Yıllar uzunluğu konuştuğumuz ana lisanı bırakmak ya da yeni lisanlar öğrenmeye çalışmak bir anda olmaz evvel direnç gösteririz. Çünkü bu ailemizin mirasını eksiğiyle yükseğiyle yordamak manasına gelir ki, hayatımızın belirli bir devrini sadece bu lisanla geçirmiş bizler, özeleştiri yaparken de buluruz kendimizi. Kimi kusurlar, kaçırılan fırsatlar, haklı olduğumuzu sandığımız davaların haksızı olduğumuzu farketmek o denli kolay iş değildir. 1000 kesimlik bir yapbozun kesimlerinin yanlış yerlerde olduğunu görüp, bazen -kaba tabiriyle- kanırtarak yerlerinden kaldırılmak yöntemiyle daha manalı bir bütün oluşturabileceği yerlere yerleştirme uğraşına girişmek demektir; değişim. Hasebiyle tüm bu tecrübe baş karıştırıcı, sancılı, üzücü, yorucu ve yavaş olabilir. Terapiye beşerler çoğunlukla tam da burada gereksinim duyar. Öyküler, yaşananlar, meseleler farklı farklı olsa da ’Böyle gördüm, duydum ve uyguladım ancak tüm bunlar bugün fonksiyonsuz kalıyor, yetmiyor ne yapmalıyım?’ der bizlere mealen danışanlar. Zira dostlarımız, eşimiz/sevgilimiz, iş arkadaşlarımız hepsi birer lisan kullanır ve bizler o lisana ucundan kıyısından, onlarda bizim lisanımıza ucundan kıyısından adapte olmaya çalışır ve bağlantı burada başlar.
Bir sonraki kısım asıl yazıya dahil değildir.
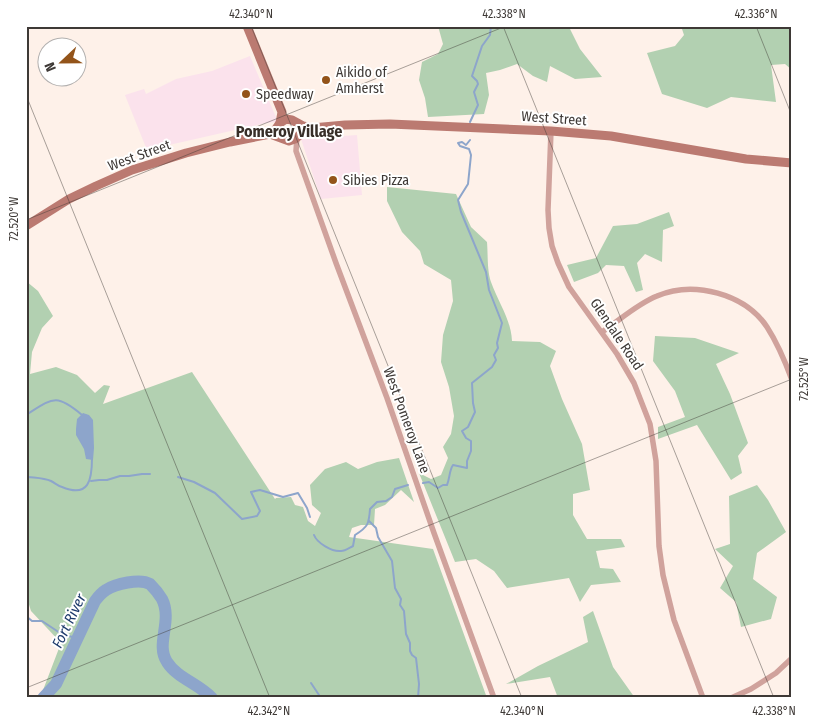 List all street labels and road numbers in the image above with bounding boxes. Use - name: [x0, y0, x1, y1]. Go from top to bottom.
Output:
- street label: West Street: [521, 108, 588, 129]
- street label: West Street: [105, 136, 173, 175]
- street label: Glendale Road: [586, 295, 647, 373]
- street label: West Pomeroy Lane: [379, 365, 434, 476]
Adapte olamadığımız, bağlantı kuramadığımız, anlayamadığımız, anlamlandıramadığımız, anlatamadığımız her ne varsa fonksiyonelliği bozucu yollara gerçek sürgün eder bizleri. İşte bunun bir sürgün hayatına dönüşmesine gerek olmadığı umudunu ve fikrini terapi verir bizlere.
Terapi lanse edilenin tersine; dedikodu ve sohbet masası değildir münasebetiyle istediğimiz/ihtiyaç duyduğumuz/bizi kısa periyodik memnun eden; onaylamayı, tasdik edilmeyi, sırt sıvazlamayı bize vermez. O nedenle çoğunlukla keyifli gelmez; emek, uğraş, çokça baş karışıklığı ve sorgulama getirir; yüzleştirir. Elbette tüm bu vazifeleri kabul ve nezaket çerçevesinde gerçekleştirir. Terapi bizlere yeni versiyonumuzla bir yetişkin olmayı, yetişkin bir pencere açmayı öğretir, bu pencereleri fonksiyonel bir halde koordine edebilme yetimizi yapılandırır, hatırlatır ve o pencereden bakmanın keyfine varınca iç huzura ereriz. İşte terapiyi uygunlaştırıcı kılan da budur. Çünkü her danışan sorunun tahlilini içinde saklar, sadece bazen bu yolda bir eşlikçiye gereksinim duyabilir. İç huzura sahip yeni versiyonlarınızla tanışmanız dileğiyle. Kendinize nazik davranın, hoşçakalın.